Either, I don't like removing that WARN_ON_ONCE() from libfs'
prepare_anon_dentry(). Is it OK to remove this S_IFREG after
path_from_stashed() in pidfs' pidfs_alloc_file(). I.e. after
d_alloc_anon(), d_instantiate(), stash_dentry(), but before dentry_open()?
That looks weird.
Instead, add a sort of LEGACY_DONT_WARN_ABOUT_IFMT to path_from_stashed()?
Dirty, I think.
So what about LEGACY_NO_MODE which would set "i_mode = 0" and mangle the
WARN_ON appropriately. Like in the patch attached? It works (when
applied together with the anon_inode name fix).

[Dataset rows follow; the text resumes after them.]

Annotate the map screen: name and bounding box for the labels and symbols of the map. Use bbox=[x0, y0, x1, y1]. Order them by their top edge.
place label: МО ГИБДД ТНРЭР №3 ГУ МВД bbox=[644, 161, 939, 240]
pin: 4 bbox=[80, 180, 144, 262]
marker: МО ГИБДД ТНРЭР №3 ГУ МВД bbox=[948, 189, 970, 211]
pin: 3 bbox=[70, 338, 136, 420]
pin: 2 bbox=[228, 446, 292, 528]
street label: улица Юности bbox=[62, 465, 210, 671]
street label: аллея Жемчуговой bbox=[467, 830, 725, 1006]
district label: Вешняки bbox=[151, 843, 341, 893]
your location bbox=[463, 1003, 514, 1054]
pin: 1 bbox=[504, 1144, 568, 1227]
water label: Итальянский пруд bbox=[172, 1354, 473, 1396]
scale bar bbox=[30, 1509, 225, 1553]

And we'd have to add a big comment about our historical stupidity that
we are perpetuating.
And immediately add it to Documentation/ABI/obsolete/?
thanks,
--
js
suse labs
From b005cd96c97684adfabf07c56bd91fabe45c8cb7 Mon Sep 17 00:00:00 2001
From: "Jiri Slaby (SUSE)" <jirislaby@xxxxxxxxxx>
Date: Mon, 20 May 2024 10:13:44 +0200
Subject: [PATCH] add LEGACY_NO_MODE
Signed-off-by: Jiri Slaby (SUSE) <jirislaby@xxxxxxxxxx>
---
Documentation/ABI/obsolete/libfs-LEGACY_NO_MODE | 8 ++++++++
fs/internal.h | 5 ++++-
fs/libfs.c | 11 ++++++-----
fs/nsfs.c | 4 ++--
fs/pidfs.c | 3 ++-
5 files changed, 22 insertions(+), 9 deletions(-)

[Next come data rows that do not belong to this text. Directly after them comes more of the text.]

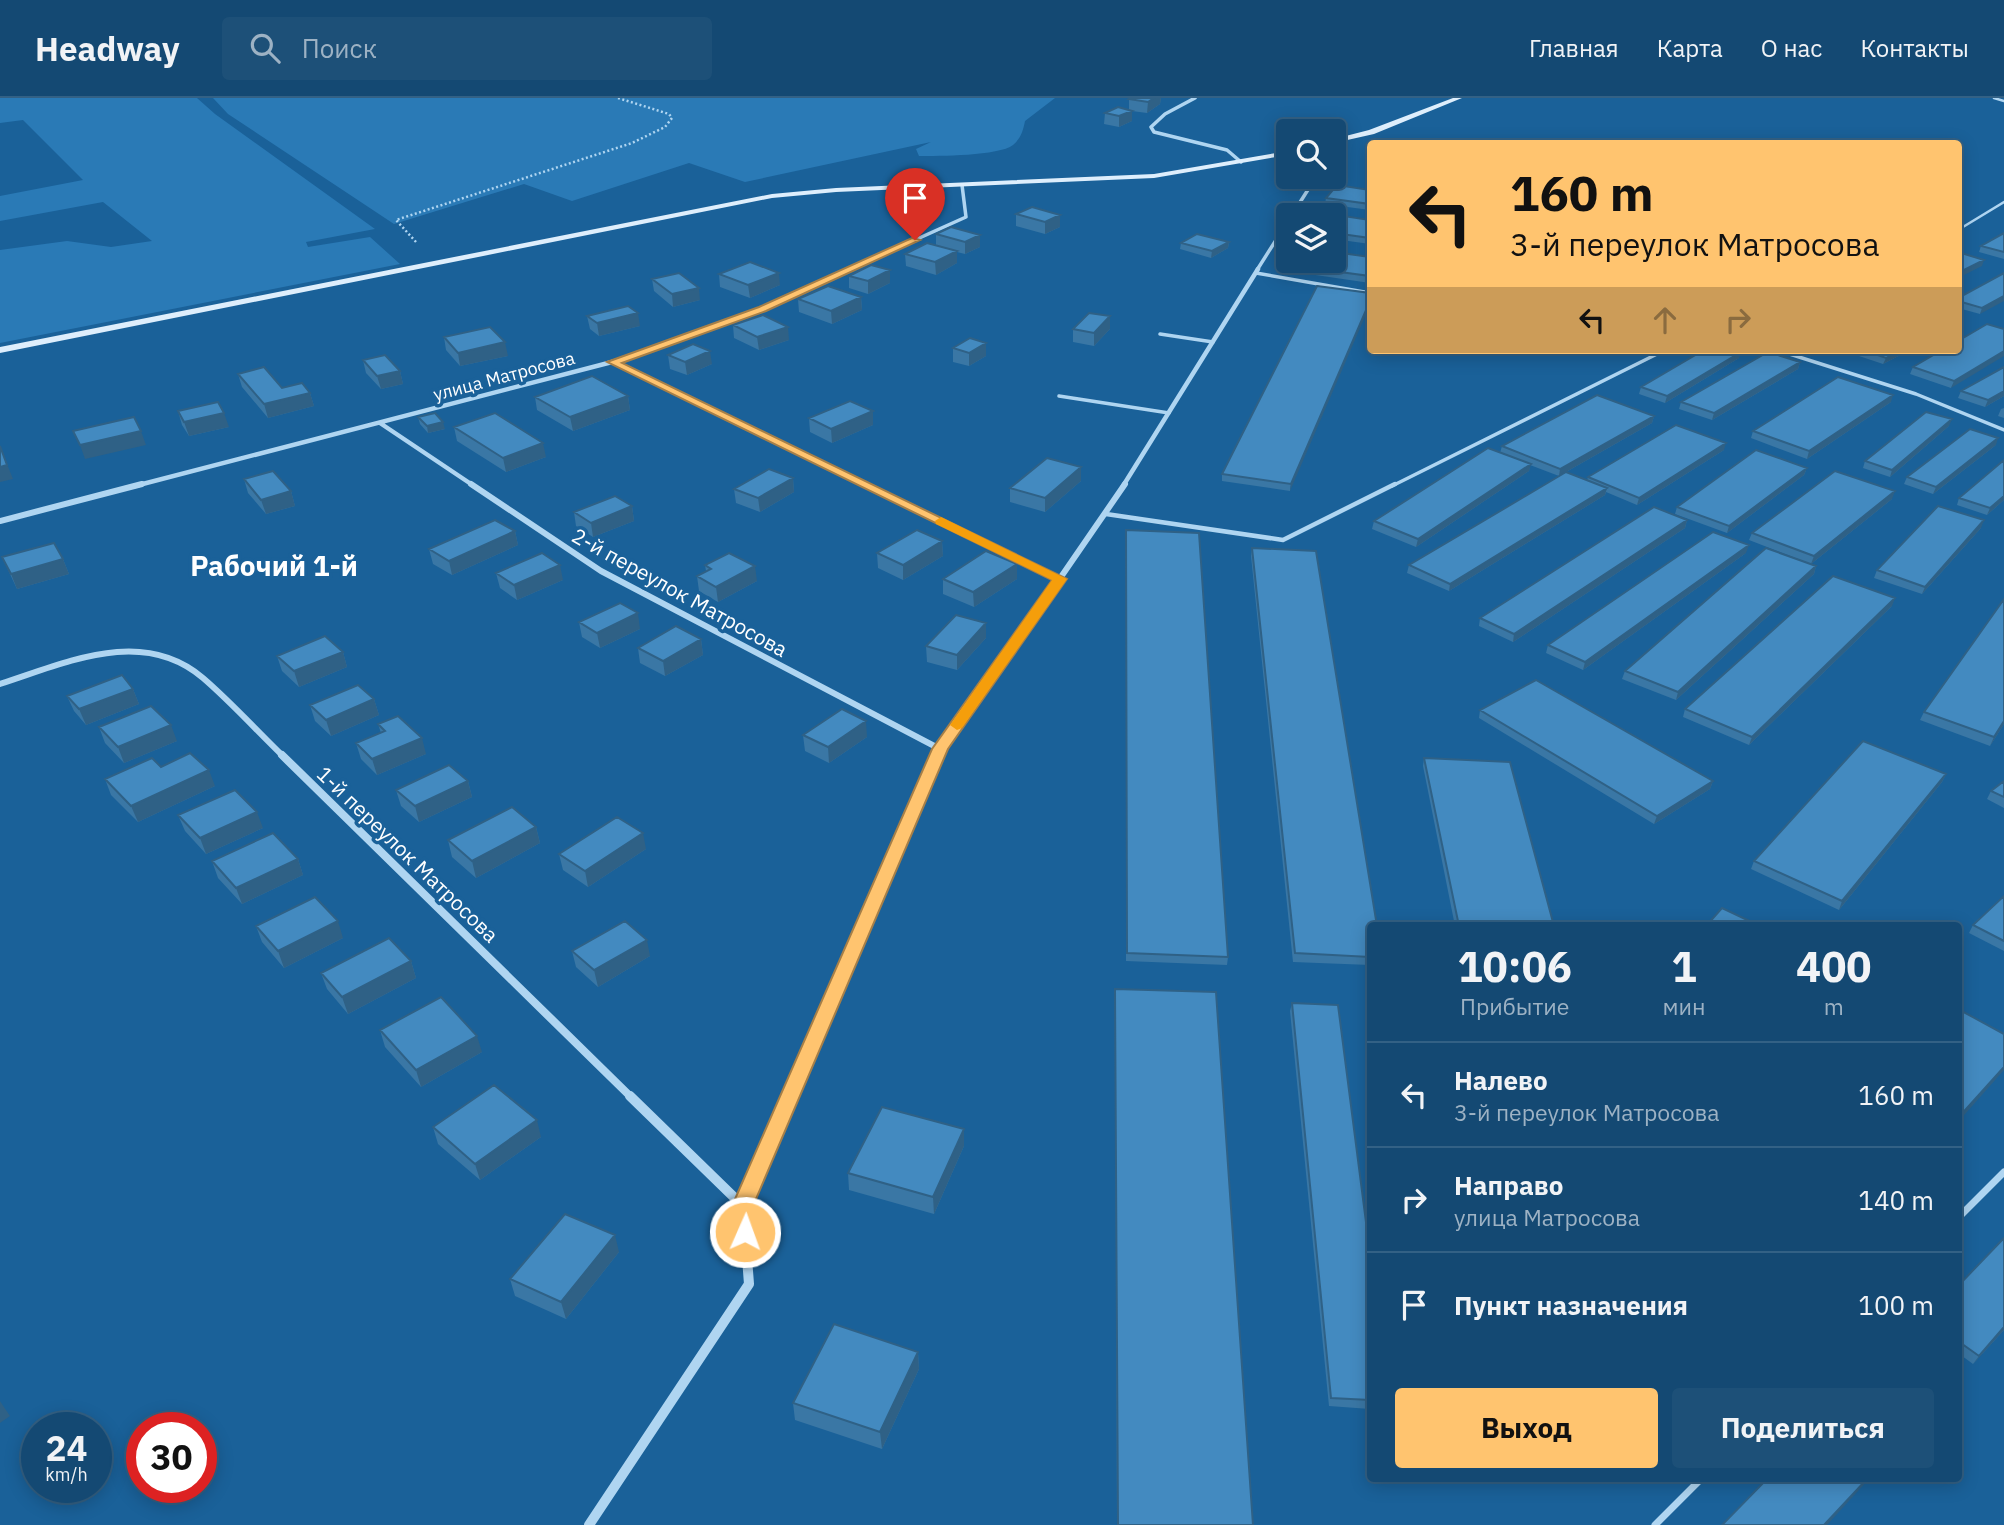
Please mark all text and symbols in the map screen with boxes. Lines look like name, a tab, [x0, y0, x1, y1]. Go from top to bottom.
search box	[222, 17, 712, 80]
text: Headway	[35, 27, 180, 70]
icon: search	[246, 29, 284, 67]
text: Поиск	[302, 31, 377, 65]
text: Главная	[1529, 32, 1619, 64]
text: Карта	[1657, 32, 1723, 64]
text: О нас	[1761, 32, 1822, 64]
text: Контакты	[1860, 32, 1969, 64]
map controls	[1276, 119, 1346, 273]
button: search	[1276, 119, 1346, 189]
text: 160 m	[1510, 161, 1654, 224]
pin	[885, 168, 945, 240]
icon: left	[1395, 168, 1486, 259]
icon: arrive	[896, 179, 934, 217]
button: layers	[1276, 203, 1346, 273]
text: 3-й переулок Матросова	[1510, 223, 1879, 265]
icon: left	[1573, 301, 1611, 339]
icon: ahead	[1646, 301, 1684, 339]
icon: right	[1719, 301, 1757, 339]
street label: улица Матросова	[431, 346, 578, 406]
street label: 2-й переулок Матросова	[567, 521, 793, 663]
district label: Рабочий 1‑й	[190, 547, 358, 584]
street label: 1-й переулок Матросова	[311, 760, 505, 948]
text: 10:06	[1457, 939, 1572, 994]
text: 1	[1671, 939, 1697, 994]
text: 400	[1796, 939, 1872, 994]
text: Прибытие	[1460, 991, 1569, 1021]
text: мин	[1662, 991, 1706, 1021]
text: m	[1824, 991, 1844, 1021]
text: Налево	[1454, 1063, 1548, 1097]
icon: left	[1395, 1076, 1433, 1114]
text: 160 m	[1858, 1078, 1934, 1112]
text: 3-й переулок Матросова	[1454, 1097, 1720, 1127]
text: Направо	[1454, 1168, 1563, 1202]
icon: right	[1395, 1181, 1433, 1219]
text: 140 m	[1858, 1183, 1934, 1217]
position arrow	[708, 1195, 782, 1269]
text: улица Матросова	[1454, 1202, 1640, 1232]
icon: arrive	[1395, 1286, 1433, 1324]
text: Пункт назначения	[1454, 1288, 1688, 1322]
text: 100 m	[1858, 1288, 1934, 1322]
button: Выход	[1395, 1388, 1658, 1468]
button: Поделиться	[1672, 1388, 1934, 1468]
speed limit sign: 30	[126, 1412, 217, 1503]
text: 24	[45, 1425, 88, 1471]
text: km/h	[45, 1463, 88, 1486]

create mode 100644 Documentation/ABI/obsolete/libfs-LEGACY_NO_MODE
diff --git a/Documentation/ABI/obsolete/libfs-LEGACY_NO_MODE b/Documentation/ABI/obsolete/libfs-LEGACY_NO_MODE
new file mode 100644
index 000000000000..37ad036b18b2
--- /dev/null
+++ b/Documentation/ABI/obsolete/libfs-LEGACY_NO_MODE
@@ -0,0 +1,8 @@
+What: libfs' LEGACY_NO_MODE
+Date: May 2024
+KernelVersion: 6.10
+Contact: linux-fsdevel@xxxxxxxxxxxxxxx
+Description: LEGACY_NO_MODE was added to mimic the old (wrong) i_mode (zero)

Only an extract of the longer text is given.